Le quatrième mot-clé présent partout depuis Nouvel An (oublions Trump et son Impeachment pour l’instant) est la résistance active ou la désobéissance civile. A Lausanne, un groupe de joyeux jeunes entre dans la succursale du Credit Suisse pour jouer un peu de tennis dans le hall en protestation contre les investissements de la banque dans les énergies fossiles. Credit Suisse porte plainte pour violation de domicile. Mais – cela nous redonne confiance en notre justice – les jeunes sont acquittés par le tribunal. Son raisonnement ressemble quelque peu à celui d’un tribunal Belge en 2015, acquittant sept jeunes qui avaient pénétré dans un bâtiment stratégique nucléaire en 2012 en protestation de l’armement nucléaire et des failles sécuritaires dans le système.
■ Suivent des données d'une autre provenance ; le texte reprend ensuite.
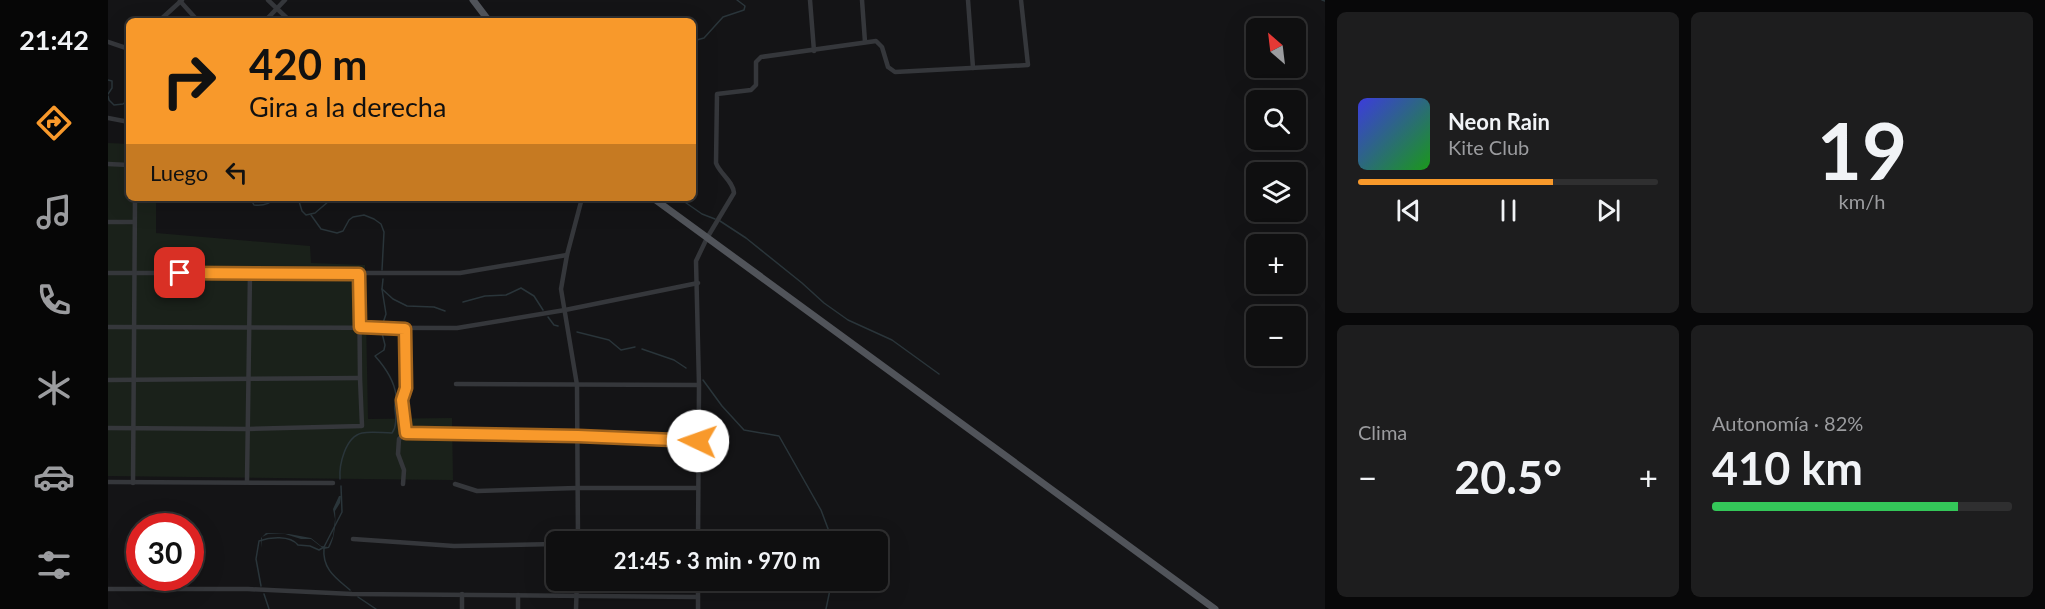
<!DOCTYPE html>
<html lang="es">
<head>
<meta charset="utf-8">
<style>
	:root { --surface:#0f0f10; --page:#1d1d1e; --text:#f1f3f6; --muted:#9b9c9f; --line:#2f2f30; --accent:#f8992b }
	body { margin:0; font-family:Lato,sans-serif; background:var(--page); color:var(--text); height:100vh; display:flex; flex-direction:column; font-size:22px; white-space:nowrap }
	* { box-sizing:border-box; margin:0 }
	p { font-size:20px; color:var(--muted) }
	.icon { flex:none; width:33px; height:33px; fill:none; stroke:currentColor; stroke-width:2; stroke-linecap:round; stroke-linejoin:round }
	.map { position:relative; flex:1; overflow:hidden }
	.details { display:flex; flex-direction:column; gap:12px; padding:12px; background:#080809; width:720px }
	.details>* { flex:none }
	.top-card { position:absolute; left:18px; top:18px; width:570px; height:183px; border-radius:9px; box-shadow:0 6px 24px #0002,0 0 0 2px var(--line); background:#f8992b; color:#111; overflow:hidden }
	.needle { width:39px; rotate:332deg }
	.tools { position:absolute; left:1138px; top:18px; display:grid; gap:12px }
	.tools a { display:grid; place-items:center; width:60px; height:60px; border-radius:9px; background:var(--surface); box-shadow:0 6px 24px #0002,0 0 0 2px var(--line); font-size:30px }
	.speed { position:absolute; left:18px; top:513px; display:flex; gap:12px; font-size:30px; font-weight:700; text-align:center }
	.speed>* { display:grid; place-content:center; width:78px; height:78px; border-radius:50%; background:var(--surface); box-shadow:0 6px 24px #0002,0 0 0 2px var(--line); line-height:1 }
	.speed .limit { border:9px solid #d22; background:#fff; color:#111 }
	.pin { position:absolute; display:grid; place-items:center; width:51px; height:51px; color:#fff; margin:-26px; border-radius:12px; box-shadow:0 3px 9px #0006 }
	.me { position:absolute; width:66px; margin:-33px; rotate:273deg; stroke-linejoin:round; filter:drop-shadow(0 0 4px #0008) }
	.turn { display:flex; align-items:center; gap:21px; height:126px; padding:0 24px; font-size:27px }
	.turn .icon { width:78px; height:78px; stroke-width:2.5 }
	.turn b { display:block; font-size:42px; line-height:51px }
	.then { display:flex; align-items:center; height:57px; padding:0 24px; background:#0003; gap:12px; font-size:22px }
	.big { font-size:45px; font-weight:700; line-height:1.1 }
	.details .widget { flex:1; display:flex; flex-direction:column; justify-content:center; gap:9px; min-width:0; padding:0 21px; border-radius:9px; background:var(--page) }
	.details .dial { align-items:center; gap:0 }
	.dial b { font-size:78px; line-height:1 }
	.song { display:flex; align-items:center; gap:18px }
	.cover { width:72px; height:72px; border-radius:9px; background:linear-gradient(135deg,hsl(240 70% 55%),hsl(120 70% 35%)) }
	.played { height:6px; border-radius:3px; background:linear-gradient(90deg,var(--accent) 65%,var(--line) 65%) }
	.keys { display:flex; justify-content:space-around; direction:ltr }
	.heat { display:flex; justify-content:space-between; align-items:center; font-size:33px; direction:ltr }
	.charge { height:9px; border-radius:4px; background:linear-gradient(90deg,#34c759 82%,var(--line) 0) }
	.details .tiles { flex:1; display:grid; gap:12px; grid-template-columns:repeat(2,1fr) }
	.trip { position:absolute; left:438px; top:531px; width:342px; height:60px; border-radius:9px; background:var(--surface); box-shadow:0 6px 24px #0002,0 0 0 2px var(--line); font-weight:700; line-height:60px; text-align:center }
	main { display:flex; flex:1; min-height:0 }
	.tab-bar { display:flex; flex-direction:column; width:108px; justify-content:space-around; align-items:center; background:#060606; color:var(--muted) }
	.tab-bar .icon { width:42px; height:42px }
	.tab-bar .active { color:var(--accent) }
	.tab-bar b { font-size:27px; color:var(--text) }
	.map>svg:first-child { display:block }
</style>
</head>
<body>
<main>
<nav class="tab-bar">
<b>21:42</b>
<svg class="icon active" aria-label="directions" viewBox="0 0 24 24"><path d="M12 3l9 9-9 9-9-9zM9 14v-3h6M13 9l2 2-2 2"/></svg>
<svg class="icon" aria-label="music" viewBox="0 0 24 24"><path d="M9 18V5l10-2v13"/><circle cx="6" cy="18" r="3"/><circle cx="16" cy="16" r="3"/></svg>
<svg class="icon" aria-label="phone" viewBox="0 0 24 24"><path d="M5 4h4l2 5-3 2q2 4 5 5l2-3 5 2v4C11 20 4 13 5 4z"/></svg>
<svg class="icon" aria-label="climate" viewBox="0 0 24 24"><path d="M12 3v18M4 7l16 10M4 17L20 7"/></svg>
<svg class="icon" aria-label="car" viewBox="0 0 24 24"><path d="M5 17H2v-5l4-1 3-4h7l3 4 3 1v5h-3M9 17h6M6 11h13"/><circle cx="7" cy="17" r="2"/><circle cx="17" cy="17" r="2"/></svg>
<svg class="icon" aria-label="filters" viewBox="0 0 24 24"><path d="M4 7h16M4 17h16"/><circle cx="9" cy="7" r="2"/><circle cx="15" cy="17" r="2"/></svg>
</nav>
<div class="map">
<svg width="1217" height="609" viewBox="0 0 1217 609">
	<rect width="100%" height="100%" fill="#141416"/>
	<path fill="#1a211a" d="M0,143L21,144V198H48V233L202,246L203,263L257,265L260,419L344,418L345,480L0,476Z"/>
	<path fill="#2a353a" d="M231,496H233L232,503L227,511C228,522 227,538 221,548L216,549L203,539H193L177,534H160L154,537V548L153,538L158,533L181,534L203,538L213,546L220,547L225,536L227,519L225,509Z"/>
	<g fill="none" stroke-linecap="round" stroke-linejoin="round">
		<g stroke="#2a353a" stroke-width="1.5">
			<path d="M1214,0L1217,1"/>
			<path d="M585,41L596,38L615,17L636,10L637,6L629,0"/>
			<path d="M0,80L4,81V88L0,94"/>
			<path d="M0,96L1,100L6,105L15,104L21,99"/>
			<path d="M142,198L146,205C154,206 161,205 167,198"/>
			<path d="M190,198L194,211L198,215L207,213L221,201V198"/>
			<path d="M571,198L594,214L607,219"/>
			<path d="M203,215L213,229L229,233L235,231L241,220L245,217L256,215L266,219L273,224L276,232L274,270"/>
			<path d="M612,221L638,238L694,283L716,303L740,320L784,340L831,374"/>
			<path d="M274,289L285,299L299,306L326,307L337,311"/>
			<path d="M355,302L377,296L398,295L413,288L426,296L435,310"/>
			<path d="M440,317L446,325L450,326"/>
			<path d="M274,326L278,314L274,289L275,279"/>
			<path d="M469,332L501,340L513,350L527,347"/>
			<path d="M534,349L566,360L578,368"/>
			<path d="M595,380L614,406L636,430L671,436L713,510L725,542"/>
			<path d="M232,479C231,465 237,437 254,433C264,431 274,433 284,433C289,426 288,418 287,410C286,405 288,400 288,395C286,380 276,366 267,356L276,350L277,345L274,333"/>
			<path d="M216,548C214,569 228,578 242,590"/>
			<path d="M153,586L148,559L151,541C162,537 182,535 190,545L202,546L211,550L216,547L234,512L233,486"/>
			<path d="M156,594L161,609"/>
			<path d="M250,597L268,609"/>
			<path d="M718,609L724,580"/>
		</g>
		<g stroke="#35373b" stroke-width="4.5">
			<path d="M160,0L182,21"/>
			<path d="M702,0L706,51"/>
			<path d="M754,0L757,42"/>
			<path d="M860,0L865,68"/>
			<path d="M72,1L90,21"/>
			<path d="M51,21L74,0"/>
			<path d="M157,21L177,0"/>
			<path d="M0,42L21,49"/>
			<path d="M0,118L21,122"/>
			<path d="M0,164L21,165"/>
			<path d="M0,222H26"/>
			<path d="M0,273H352L459,255"/>
			<path d="M0,327L349,328L457,310L590,283"/>
			<path d="M297,329L298,388L294,400L298,433"/>
			<path d="M0,380L252,378"/>
			<path d="M348,384L591,385"/>
			<path d="M0,428L140,429L254,426L252,378L251,274"/>
			<path d="M139,481L142,273"/>
			<path d="M0,482L225,483"/>
			<path d="M25,483L27,198"/>
			<path d="M295,484L296,470L290,454L291,439L298,433L470,436L590,441"/>
			<path d="M347,484L369,491L469,488H590"/>
			<path d="M245,539L346,546L448,544"/>
			<path d="M470,542L469,385L453,289L459,255L474,198"/>
			<path d="M590,542L591,385L588,261L599,238L626,193C625,181 612,174 608,163L609,94L643,90L648,85V62L653,57L768,41L774,47L780,67L787,72L920,65L913,0"/>
			<path d="M0,589H140L244,594L590,597"/>
			<path d="M354,609V594"/>
			<path d="M410,609V595"/>
			<path d="M468,609L469,580"/>
			<path d="M590,609V580"/>
		</g>
		<g stroke="#51545a" stroke-width="7">
			<path d="M365,0L381,21"/>
			<path d="M545,198L1107,609"/>
		</g>
	</g>
	<g fill="none" stroke-linecap="round" stroke-linejoin="round">
		<g stroke="#a1631c" stroke-width="15">
			<path id="route" d="M72,273L251,274L252,327L297,329L298,388L294,400L298,433L470,436L590,441"/>
		</g>
		<use href="#route" stroke="#f8992b" stroke-width="10"/>
	</g>
</svg>
<div class="tools">
<a><svg class="needle" viewBox="-14 -14 28 28"><path d="M0-13l5 13h-10z" fill="#e53935"/><path d="M0 13l5-13h-10z" fill="#9b9c9f"/></svg></a>
<a><svg class="icon" aria-label="search" viewBox="0 0 24 24"><circle cx="10" cy="10" r="6"/><path d="M15 15l6 6"/></svg></a>
<a><svg class="icon" aria-label="layers" viewBox="0 0 24 24"><path d="M12 4l9 5-9 5-9-5zM3 14l9 5 9-5"/></svg></a>
<a>+</a>
<a>−</a>
</div>
<div class="speed"><div class="limit">30</div></div>
<div class="pin" style="left:72px;top:273px;background:#d93025"><svg class="icon" aria-label="arrive" viewBox="0 0 24 24"><path d="M6 21V4h12l-3 4 3 4H6"/></svg></div>
<svg class="me" style="left:590px;top:441px" viewBox="-20 -20 40 40"><circle r="19" fill="#fff"/><path d="M0-13L10 11 0 6-10 11z" fill="#f8992b"/></svg>
<div class="trip">21:45 · 3 min · 970 m</div>
<div class="top-card">
<div class="turn"><svg class="icon" aria-label="right" viewBox="0 0 24 24"><path d="M7 20v-9h11M14 6l5 5-5 5"/></svg><div><b>420 m</b>Gira a la derecha</div></div>
<div class="then">Luego<svg class="icon" aria-label="left" viewBox="0 0 24 24"><path d="M17 20v-9H6M10 6l-5 5 5 5"/></svg></div>
</div>
</div>
<section class="details">
<div class="tiles">
<div class="widget">
<div class="song"><i class="cover"></i><div><b>Neon Rain</b><p>Kite Club</p></div></div>
<div class="played"></div>
<div class="keys"><svg class="icon" aria-label="previous" viewBox="0 0 24 24"><path d="M18 5L8 12l10 7zM5 5v14"/></svg><svg class="icon" aria-label="pause" viewBox="0 0 24 24"><path d="M8 5v14M16 5v14"/></svg><svg class="icon" aria-label="next" viewBox="0 0 24 24"><path d="M6 5l10 7-10 7zM19 5v14"/></svg></div>
</div>
<div class="widget dial"><b>19</b><p>km/h</p></div>
<div class="widget"><p>Clima</p>
<div class="heat"><a>−</a><b class="big">20.5°</b><a>+</a></div>
</div>
<div class="widget"><p>Autonomía · 82%</p><b class="big">410 km</b><div class="charge"></div></div>
</div>
</section>
</main>
</body>
</html>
Le tribunal disait alors que l’état doit protéger le droit citoyen de résister en cas d’urgence lorsque la sécurité humaine est en danger.

L’année 2020 ne sera sans aucun doute pas plus calme que la précédente. Nous mangerons malheureusement un peu plus de plastique, le réchauffement climatique se poursuivra faute de volonté politique sous l’emprise économique, et la menace d’une guerre – même atomique – restera suspendue au-dessus de nos têtes.

Mais il y a de quoi prendre courage et s’engager avec celles et ceux qui ont déjà trouvé le courage: un mouvement croissant, créatif, non-violent, joyeux, jeune pour la plupart, très motivé et sans généraux, se fera entendre sans toujours faire l’unanimité, mais dans la conviction qu’un autre monde est possible. Non, ce n’est pas une religion, si religion il y a, c’est celle de la croissance illimitée et de la main invisible qui est supposée maîtriser les marchés. C’est une communauté très diverse et peu organisée. Martin Luther King, qui aurait fêté son 91e anniversaire la semaine passée, disait que dans cette communauté de résistance (the Beloved Community) se trouvent les ressources pour résister et, en même temps, se trouver dans la bienveillance des uns pour les autres.

Si le courage peut être nourri de la sainte colère, la bienveillance, elle, sera nourrie par l’amour. Sans amour pas de communauté. Sans communauté pas de résistance efficace et crédible. La règle suprême d’une telle communauté, c’est l’amour. Sans elle, la résistance reste une farce au meilleur des cas, et devient violence dans le pire.

J’ose penser que le corps du Christ aujourd’hui n’est pas que dans les églises et cathédrales, mais aussi dans cette communauté, aussi diverse, contradictoire et imparfaite soit-elle. Car la vérité et la justice y sont.